Sheehan denies having any knowledge about mold detected in the units last summer.

“We do not ignore mold or any other health and safety issues, regardless of what they are,” he said. “We don’t expect tenants to make a sacrifice of safety or health just to live in affordable housing.”

Fox Run units are rented for below market value.

According to doctors and mold specialists, McCall’s and the Spatoccos’ symptoms are within the realm of possible mold-induced side-effects.

A variety of respiratory problems caused by mold can lead to acute bronchitis or pneumonia, and symptoms such as headaches, earaches and sinus problems are possible. Young children and the elderly are especially susceptible to excess airborne mold spores as well as those who live with asthma and allergies.

And from high levels of mold spores, people can gain allergies or asthma symptoms they would not have otherwise.

Air Quality Specialist Dennis Schiller of Rescon Environmental, Fort Collins, says if mold is present in the Fox Run buildings, it “would behoove them to control this.”

The mold expert says he’s witnessed mold infiltrations so bad they’ve led to the destruction of buildings.

It takes as many as 600 mold spores to cover the period at the end of this sentence. Because they are so infinitesimal, they can travel through any register, crack, or hole and infiltrate everything in a dwelling, including clothing, carpet and furniture.
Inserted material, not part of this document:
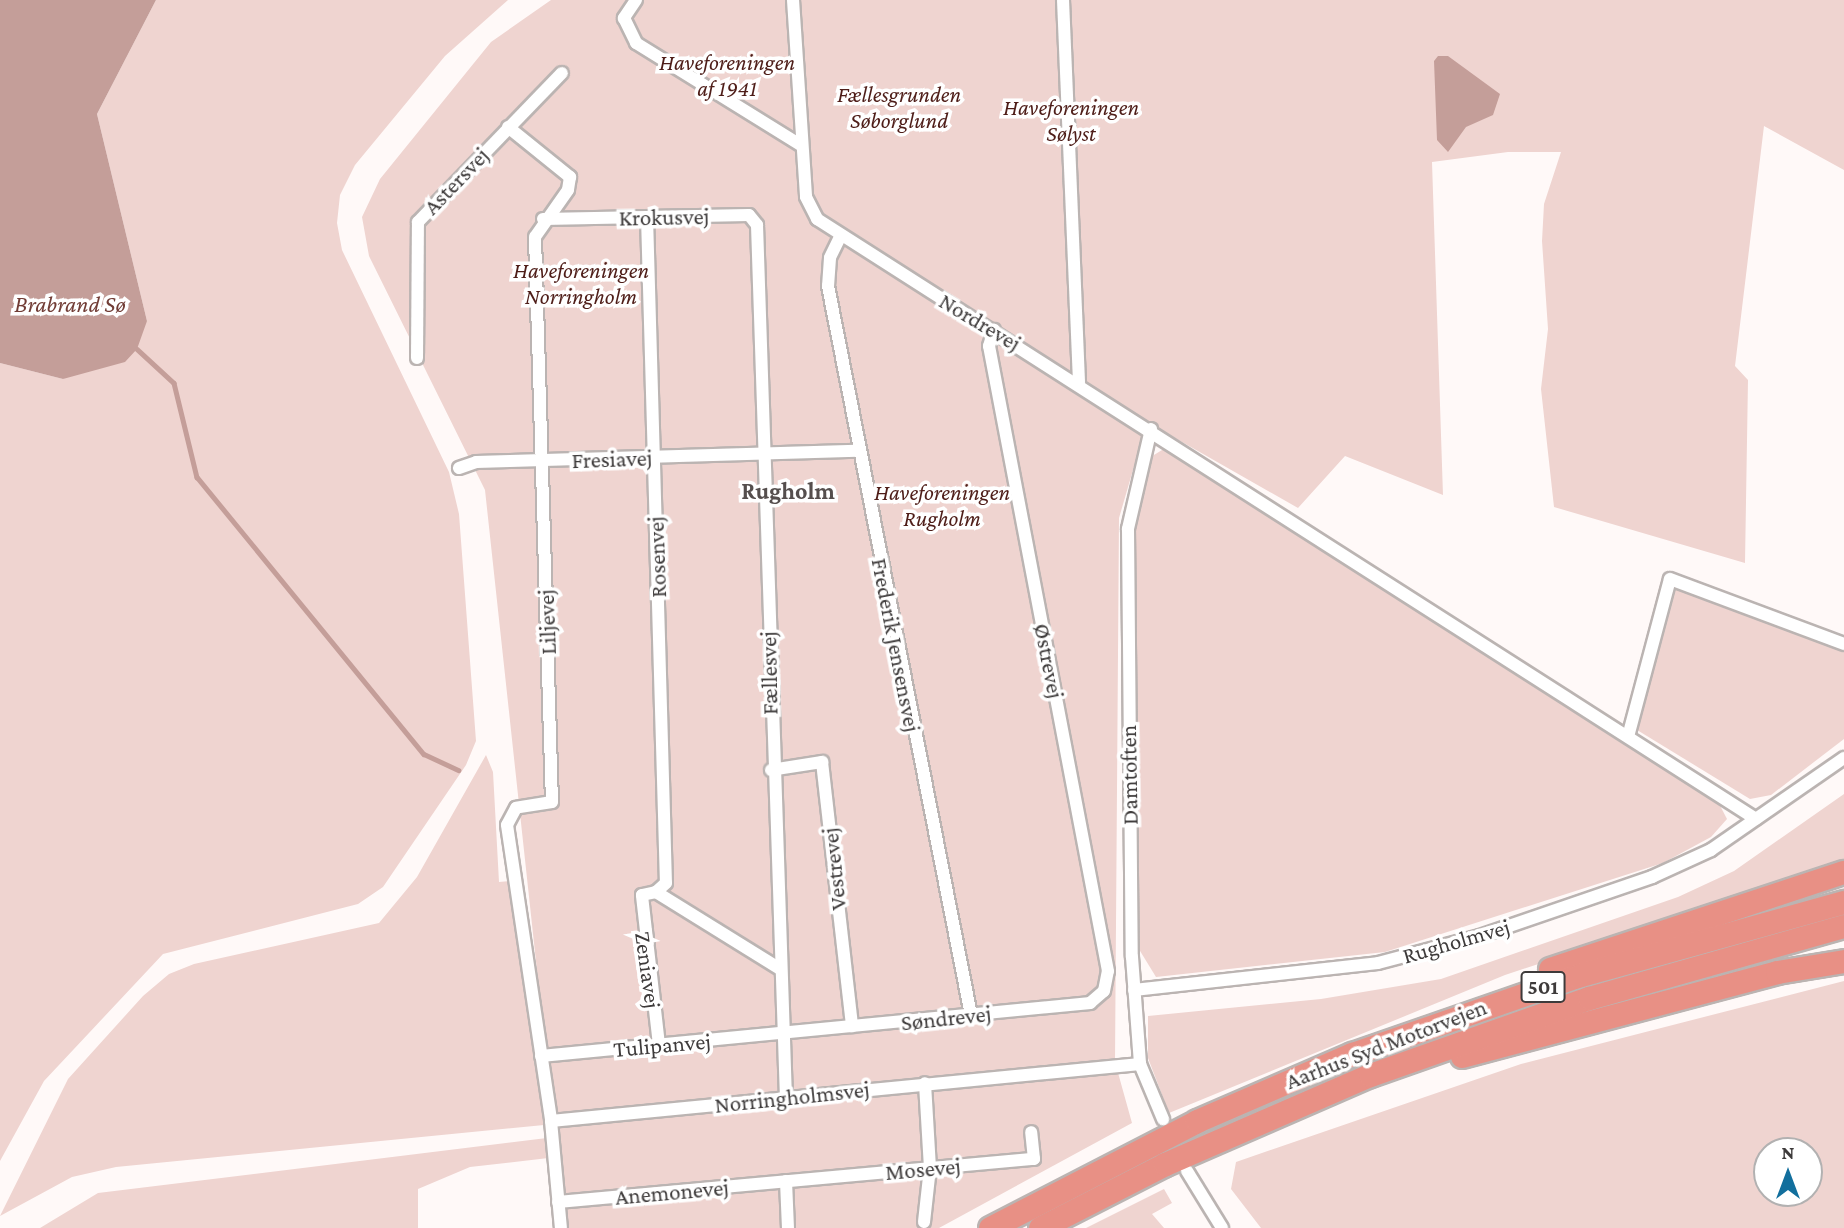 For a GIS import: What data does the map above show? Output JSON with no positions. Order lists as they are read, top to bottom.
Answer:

“Some molds are more difficult to deal with than others,” Schiller said, suggesting tenants have air clearance testing done to find out everything they are breathing, such as dander, skin cells and mold ” what kind of mold and the number of spores per area unit.

We live with mold everywhere, and there is an acceptable amount in the air that humans can handle.

“But beyond that, mold is detrimental,” Schiller said.

Some kinds can be taxing to the immune system and can cause side-effects.

“For some it could take a couple hours or couple days, for some it could take a year,” Schiller said.

With its low-income lease rates, Fox Run affords McCall, a server at Smokin’ Moe’s in Winter Park, the ability to live in ski country and have her own space without roommates at $500 per month.

“I can’t afford to move,” she said.

If the test shows the air in her apartment is unhealthy, she said she hopes Fox Run management will find more than just a temporary solution for not just her, but for her neighbors and future tenants.